SA Express Airways was a state-owned regional airline, wholly owned by the Department of Transport. Established in 1994 to serve domestic feeder routes, it became a textbook case of SOE looting: cadre deployment to boards without aviation expertise, irregular procurement enriching connected parties, maintenance neglect that endangered lives, and ultimately liquidation.

Under CEO Inati Ntshanga (2009-2018), the airline accumulated R2.9 billion in cumulative irregular expenditure as flagged by the Auditor-General, who issued qualified or disclaimer opinions for multiple consecutive years. In several years, SA Express failed to submit financial statements to Parliament at all.
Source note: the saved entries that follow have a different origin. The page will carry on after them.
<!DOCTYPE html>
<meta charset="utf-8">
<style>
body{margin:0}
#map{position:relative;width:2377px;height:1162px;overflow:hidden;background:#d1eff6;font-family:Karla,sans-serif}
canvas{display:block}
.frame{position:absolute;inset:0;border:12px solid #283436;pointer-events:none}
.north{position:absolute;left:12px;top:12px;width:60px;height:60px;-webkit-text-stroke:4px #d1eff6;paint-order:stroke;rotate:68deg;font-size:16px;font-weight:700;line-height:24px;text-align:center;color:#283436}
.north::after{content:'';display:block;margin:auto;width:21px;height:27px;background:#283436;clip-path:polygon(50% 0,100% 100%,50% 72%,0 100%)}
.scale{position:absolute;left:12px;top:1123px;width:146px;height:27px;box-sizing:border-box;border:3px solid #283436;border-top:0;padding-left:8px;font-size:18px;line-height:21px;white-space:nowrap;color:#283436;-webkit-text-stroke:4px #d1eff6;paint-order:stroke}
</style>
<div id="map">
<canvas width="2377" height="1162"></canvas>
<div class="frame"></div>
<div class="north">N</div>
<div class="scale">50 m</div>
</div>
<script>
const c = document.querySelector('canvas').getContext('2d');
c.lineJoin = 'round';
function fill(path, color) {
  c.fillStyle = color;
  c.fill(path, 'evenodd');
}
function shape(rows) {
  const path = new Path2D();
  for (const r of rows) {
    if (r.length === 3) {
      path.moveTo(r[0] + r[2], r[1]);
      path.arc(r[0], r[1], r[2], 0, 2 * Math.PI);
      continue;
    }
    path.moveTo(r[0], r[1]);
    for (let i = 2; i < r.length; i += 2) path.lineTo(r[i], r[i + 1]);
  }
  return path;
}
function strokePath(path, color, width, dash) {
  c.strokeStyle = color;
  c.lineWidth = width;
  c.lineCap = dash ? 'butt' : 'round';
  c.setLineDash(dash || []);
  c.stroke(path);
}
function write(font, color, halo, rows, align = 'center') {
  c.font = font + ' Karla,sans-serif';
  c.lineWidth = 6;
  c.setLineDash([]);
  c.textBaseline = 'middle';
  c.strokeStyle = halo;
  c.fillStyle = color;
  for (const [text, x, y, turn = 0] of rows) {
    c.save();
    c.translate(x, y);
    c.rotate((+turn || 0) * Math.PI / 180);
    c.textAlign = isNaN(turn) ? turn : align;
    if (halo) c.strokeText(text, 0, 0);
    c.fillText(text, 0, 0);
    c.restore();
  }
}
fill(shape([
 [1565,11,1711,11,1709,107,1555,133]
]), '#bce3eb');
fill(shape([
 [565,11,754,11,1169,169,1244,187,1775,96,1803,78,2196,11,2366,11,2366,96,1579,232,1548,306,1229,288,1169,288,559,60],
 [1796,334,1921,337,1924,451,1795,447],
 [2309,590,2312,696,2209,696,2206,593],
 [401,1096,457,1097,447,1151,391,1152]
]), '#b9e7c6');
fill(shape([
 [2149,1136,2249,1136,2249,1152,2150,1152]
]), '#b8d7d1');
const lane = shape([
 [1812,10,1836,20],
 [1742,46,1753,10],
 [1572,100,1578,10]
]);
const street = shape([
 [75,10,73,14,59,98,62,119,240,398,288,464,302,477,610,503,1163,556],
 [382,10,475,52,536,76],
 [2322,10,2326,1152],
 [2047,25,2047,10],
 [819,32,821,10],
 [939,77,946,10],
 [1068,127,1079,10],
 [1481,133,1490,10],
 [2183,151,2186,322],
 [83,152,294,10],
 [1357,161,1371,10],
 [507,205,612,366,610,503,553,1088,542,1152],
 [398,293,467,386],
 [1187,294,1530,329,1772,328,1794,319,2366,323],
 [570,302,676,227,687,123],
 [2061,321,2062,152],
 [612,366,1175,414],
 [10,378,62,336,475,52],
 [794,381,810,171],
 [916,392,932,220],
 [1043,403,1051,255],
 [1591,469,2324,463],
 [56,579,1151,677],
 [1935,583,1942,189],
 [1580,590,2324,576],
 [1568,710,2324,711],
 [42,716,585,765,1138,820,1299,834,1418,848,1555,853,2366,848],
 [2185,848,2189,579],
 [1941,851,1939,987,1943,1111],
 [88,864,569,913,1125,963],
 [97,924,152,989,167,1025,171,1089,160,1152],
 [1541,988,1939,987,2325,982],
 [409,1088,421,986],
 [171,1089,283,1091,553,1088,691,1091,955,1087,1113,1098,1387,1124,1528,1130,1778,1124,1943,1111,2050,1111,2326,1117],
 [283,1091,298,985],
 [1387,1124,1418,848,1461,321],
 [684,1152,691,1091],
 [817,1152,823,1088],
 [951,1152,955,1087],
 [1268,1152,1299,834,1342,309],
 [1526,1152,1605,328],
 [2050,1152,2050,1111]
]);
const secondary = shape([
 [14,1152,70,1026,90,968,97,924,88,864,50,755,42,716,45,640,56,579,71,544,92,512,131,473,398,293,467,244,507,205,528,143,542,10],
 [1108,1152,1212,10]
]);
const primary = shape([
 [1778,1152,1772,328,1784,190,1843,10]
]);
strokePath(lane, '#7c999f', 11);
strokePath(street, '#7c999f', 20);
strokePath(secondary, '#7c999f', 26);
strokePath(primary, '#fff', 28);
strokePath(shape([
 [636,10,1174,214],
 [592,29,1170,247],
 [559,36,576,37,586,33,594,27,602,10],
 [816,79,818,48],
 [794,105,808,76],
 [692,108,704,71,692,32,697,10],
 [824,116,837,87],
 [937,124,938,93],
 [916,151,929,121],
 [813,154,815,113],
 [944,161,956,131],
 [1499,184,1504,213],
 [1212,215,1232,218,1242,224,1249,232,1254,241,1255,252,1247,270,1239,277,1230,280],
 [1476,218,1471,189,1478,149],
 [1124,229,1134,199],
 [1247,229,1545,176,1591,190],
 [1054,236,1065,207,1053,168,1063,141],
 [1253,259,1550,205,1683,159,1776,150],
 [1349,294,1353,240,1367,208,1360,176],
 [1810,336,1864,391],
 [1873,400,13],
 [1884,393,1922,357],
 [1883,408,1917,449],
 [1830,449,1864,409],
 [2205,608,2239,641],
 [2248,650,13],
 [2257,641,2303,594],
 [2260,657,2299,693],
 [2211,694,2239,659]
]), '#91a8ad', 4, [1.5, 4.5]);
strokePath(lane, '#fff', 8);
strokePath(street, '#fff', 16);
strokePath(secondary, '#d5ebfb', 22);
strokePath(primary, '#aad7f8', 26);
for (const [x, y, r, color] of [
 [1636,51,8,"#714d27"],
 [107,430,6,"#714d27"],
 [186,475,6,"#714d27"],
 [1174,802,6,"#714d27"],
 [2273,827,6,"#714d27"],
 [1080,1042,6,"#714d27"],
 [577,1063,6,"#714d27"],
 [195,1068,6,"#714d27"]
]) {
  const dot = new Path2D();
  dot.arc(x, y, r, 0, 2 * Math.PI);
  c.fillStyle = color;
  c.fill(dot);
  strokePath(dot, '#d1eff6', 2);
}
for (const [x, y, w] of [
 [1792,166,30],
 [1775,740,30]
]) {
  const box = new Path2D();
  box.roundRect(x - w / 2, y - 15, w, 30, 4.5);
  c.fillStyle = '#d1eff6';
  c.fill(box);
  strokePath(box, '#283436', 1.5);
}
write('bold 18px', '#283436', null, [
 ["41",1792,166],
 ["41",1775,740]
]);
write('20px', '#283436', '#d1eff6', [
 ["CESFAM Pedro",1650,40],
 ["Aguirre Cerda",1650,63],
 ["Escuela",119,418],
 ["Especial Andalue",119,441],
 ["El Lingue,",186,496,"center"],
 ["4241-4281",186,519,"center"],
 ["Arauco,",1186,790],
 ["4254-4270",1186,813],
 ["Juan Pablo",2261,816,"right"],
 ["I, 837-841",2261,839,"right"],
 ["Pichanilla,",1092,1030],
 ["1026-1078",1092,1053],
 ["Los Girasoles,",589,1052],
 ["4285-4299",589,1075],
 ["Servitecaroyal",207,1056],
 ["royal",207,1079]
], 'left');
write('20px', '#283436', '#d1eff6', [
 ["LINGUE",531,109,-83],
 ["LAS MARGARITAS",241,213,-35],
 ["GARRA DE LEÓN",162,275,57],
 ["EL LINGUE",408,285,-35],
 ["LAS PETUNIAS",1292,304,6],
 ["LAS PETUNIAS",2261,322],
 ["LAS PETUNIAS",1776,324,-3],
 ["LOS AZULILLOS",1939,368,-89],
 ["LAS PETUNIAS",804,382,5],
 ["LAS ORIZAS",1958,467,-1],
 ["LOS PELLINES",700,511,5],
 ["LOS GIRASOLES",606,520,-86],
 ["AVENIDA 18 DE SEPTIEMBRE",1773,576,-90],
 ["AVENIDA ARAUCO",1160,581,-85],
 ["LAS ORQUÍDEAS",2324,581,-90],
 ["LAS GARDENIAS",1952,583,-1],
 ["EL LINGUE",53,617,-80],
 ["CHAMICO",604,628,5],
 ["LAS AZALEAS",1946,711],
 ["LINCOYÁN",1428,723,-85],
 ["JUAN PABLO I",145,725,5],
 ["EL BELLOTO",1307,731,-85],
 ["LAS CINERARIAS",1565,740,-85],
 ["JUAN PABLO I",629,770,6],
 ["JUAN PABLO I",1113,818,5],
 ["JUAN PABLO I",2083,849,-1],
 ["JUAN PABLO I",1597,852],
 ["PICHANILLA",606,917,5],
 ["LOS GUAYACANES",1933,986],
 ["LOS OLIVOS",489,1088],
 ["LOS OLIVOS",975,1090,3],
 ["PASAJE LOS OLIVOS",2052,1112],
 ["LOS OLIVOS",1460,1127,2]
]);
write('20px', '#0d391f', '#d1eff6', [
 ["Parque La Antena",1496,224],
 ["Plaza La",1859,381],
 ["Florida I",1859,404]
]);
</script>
The core looting mechanism was irregular procurement — maintenance contracts, fuel supply, consulting, and IT systems awarded without competitive bidding to connected parties.

The consequences of corruption were not just financial but life-threatening. The SACAA — one of the few regulators that actually acted — suspended SA Express's Air Operator Certificate twice: in 2016 and February 2018. Findings included maintenance failures, expired aircraft certifications, and pilot training deficiencies. Corruption-driven maintenance neglect was putting passengers at risk.

The airline operated commercially unviable routes serving political rather than market needs, guaranteeing ongoing losses requiring ongoing bailouts which in turn provided ongoing opportunities for procurement irregularities. Financial statement suppression avoided scrutiny.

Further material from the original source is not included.